Annotated Table of Contents

[CR: 19991002]

Smith, Joan M.; Usdin, B. Tommie; Sperberg-McQueen, C. Michael. "Interview with Joan Smith." [COMMENTARY and OPINION] Markup Languages: Theory & Practice 1/3 (Summer 1999) 1-6. ISSN: 1099-6621 [MIT Press]. Author's affiliation: [Smith:] Chairman, SGML Technologies Group; [Usdin:] Mulberry Technologies, WWW; [Sperberg-McQueen: University of Illinois at Chicago; WWW].

The editors-in-chief of Markup Languages: Theory & Practice interview Joan Smith, who was instrumental in promoting SGML, especially in Europe.

"Joan Smith is Chairman of the SGML Technologies Group of a pan-European companies, with subsidiaries in Brussels and Luxembourg; the largest group of companies specializing in SGML in Europe. She founded the International SGML Users' Group, has written numerous books and papers on SGML, and has organized conferences on SGML. She has recently been accepted as a Freeman of the Worshipful Company of Information Technologists of the City of London.
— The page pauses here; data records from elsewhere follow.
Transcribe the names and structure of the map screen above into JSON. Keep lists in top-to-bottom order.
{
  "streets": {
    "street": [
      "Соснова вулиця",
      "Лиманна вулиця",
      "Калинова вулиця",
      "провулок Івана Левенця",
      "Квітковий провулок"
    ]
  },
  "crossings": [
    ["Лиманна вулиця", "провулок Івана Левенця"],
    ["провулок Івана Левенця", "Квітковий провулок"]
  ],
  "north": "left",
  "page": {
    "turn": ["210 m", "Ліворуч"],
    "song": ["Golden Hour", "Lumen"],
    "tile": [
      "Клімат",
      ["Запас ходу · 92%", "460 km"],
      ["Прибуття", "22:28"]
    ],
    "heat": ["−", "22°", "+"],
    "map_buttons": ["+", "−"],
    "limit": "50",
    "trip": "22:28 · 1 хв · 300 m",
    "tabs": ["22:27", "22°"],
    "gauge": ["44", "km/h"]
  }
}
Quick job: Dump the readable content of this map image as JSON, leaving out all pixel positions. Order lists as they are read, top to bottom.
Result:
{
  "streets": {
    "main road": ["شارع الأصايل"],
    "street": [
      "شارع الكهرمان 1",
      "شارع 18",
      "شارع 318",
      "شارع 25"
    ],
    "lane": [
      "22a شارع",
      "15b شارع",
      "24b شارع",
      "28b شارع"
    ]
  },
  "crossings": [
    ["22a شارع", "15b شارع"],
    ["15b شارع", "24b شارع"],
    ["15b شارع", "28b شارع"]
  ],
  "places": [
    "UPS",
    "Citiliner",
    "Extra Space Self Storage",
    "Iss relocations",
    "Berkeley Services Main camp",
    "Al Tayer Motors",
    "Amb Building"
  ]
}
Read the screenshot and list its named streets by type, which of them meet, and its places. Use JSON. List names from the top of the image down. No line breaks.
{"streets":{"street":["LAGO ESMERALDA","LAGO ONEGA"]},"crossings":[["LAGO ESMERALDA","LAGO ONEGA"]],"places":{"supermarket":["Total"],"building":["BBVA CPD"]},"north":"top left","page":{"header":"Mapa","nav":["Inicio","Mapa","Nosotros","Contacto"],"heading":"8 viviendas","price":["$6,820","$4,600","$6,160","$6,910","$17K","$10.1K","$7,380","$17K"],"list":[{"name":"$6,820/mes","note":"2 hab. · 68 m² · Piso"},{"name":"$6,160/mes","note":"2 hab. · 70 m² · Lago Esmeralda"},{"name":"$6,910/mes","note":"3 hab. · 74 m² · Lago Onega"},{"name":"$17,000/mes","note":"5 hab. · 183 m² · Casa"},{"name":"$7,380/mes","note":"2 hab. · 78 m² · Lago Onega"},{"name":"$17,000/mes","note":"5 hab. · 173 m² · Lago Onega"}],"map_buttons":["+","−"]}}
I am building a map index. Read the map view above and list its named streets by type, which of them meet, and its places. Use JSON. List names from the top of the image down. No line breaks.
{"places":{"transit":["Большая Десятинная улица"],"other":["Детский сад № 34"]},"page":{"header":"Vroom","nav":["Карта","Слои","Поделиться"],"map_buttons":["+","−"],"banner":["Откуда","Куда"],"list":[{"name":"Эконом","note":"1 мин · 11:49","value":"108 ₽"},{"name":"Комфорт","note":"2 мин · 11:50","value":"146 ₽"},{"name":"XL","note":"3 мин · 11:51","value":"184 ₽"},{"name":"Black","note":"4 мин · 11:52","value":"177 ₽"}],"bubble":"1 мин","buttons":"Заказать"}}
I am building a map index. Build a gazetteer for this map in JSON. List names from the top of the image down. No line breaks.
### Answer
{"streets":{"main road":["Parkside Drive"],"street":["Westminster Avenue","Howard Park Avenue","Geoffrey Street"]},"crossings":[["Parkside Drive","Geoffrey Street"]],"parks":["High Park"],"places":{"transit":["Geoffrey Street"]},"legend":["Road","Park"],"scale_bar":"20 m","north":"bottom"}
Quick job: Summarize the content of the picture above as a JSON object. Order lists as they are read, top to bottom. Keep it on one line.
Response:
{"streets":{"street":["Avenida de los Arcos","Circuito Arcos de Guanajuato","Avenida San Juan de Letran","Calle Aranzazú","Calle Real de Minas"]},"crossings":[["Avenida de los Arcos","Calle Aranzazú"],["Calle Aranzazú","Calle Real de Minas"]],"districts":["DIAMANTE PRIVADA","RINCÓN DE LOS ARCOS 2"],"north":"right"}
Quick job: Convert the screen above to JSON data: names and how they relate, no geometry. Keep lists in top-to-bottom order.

She is a Fellow of the British Computer Society, a Member of the Institute of Directors, and was the first European to receive the GCA's Tekkie award and later the GCA's International SGML Award."

Note: Some of Joan Smith's publications are referenced in the main bibliography reference collection. A larger number of Smith's publications -- over ninety-nine (99)! -- are referenced in the larger print bibliography for SGML and related standards.

[CR: 19991002]

Lubell, Joshua. "Structured Markup on the Web: A Tale of Two Sites." [ARTICLE] Markup Languages: Theory & Practice 1/3 (Summer 1999) 7-22 (with 20 references). ISSN: 1099-6621 [MIT Press]. Author's affiliation: National Institute of Standards and Technology, 100 Bureau Drive, Stop 8260, Gaithersburg, MD 20899-8260, USA. Tel: +1 (301) 975-3563. Email: [email protected]; WEB http://www.nist.gov/msidstaff/lubell.htm.

"Businesses and organizations are increasingly finding that HTML (Hyper-Text Markup Language) offers no help whatsoever in managing the information on their web sites. SGML (Standard Generalized Markup Language) provides the flexibility and reuse lacking in HTML. However, SGML alone does not address the problems involved in maintaining online document repositories. Although traditional database management systems are clumsy at managing hyperlinked documents, a system combining SGML, database technology, and the protocols of the Web can provide a reasonably robust environment for developing and maintaining a web site. Two possible site designs employing SGML are discussed and evaluated with respect to a set of design objectives and choices. The likely impact of the emerging XML (Extensible Markup Language) standard on web site design is also discussed."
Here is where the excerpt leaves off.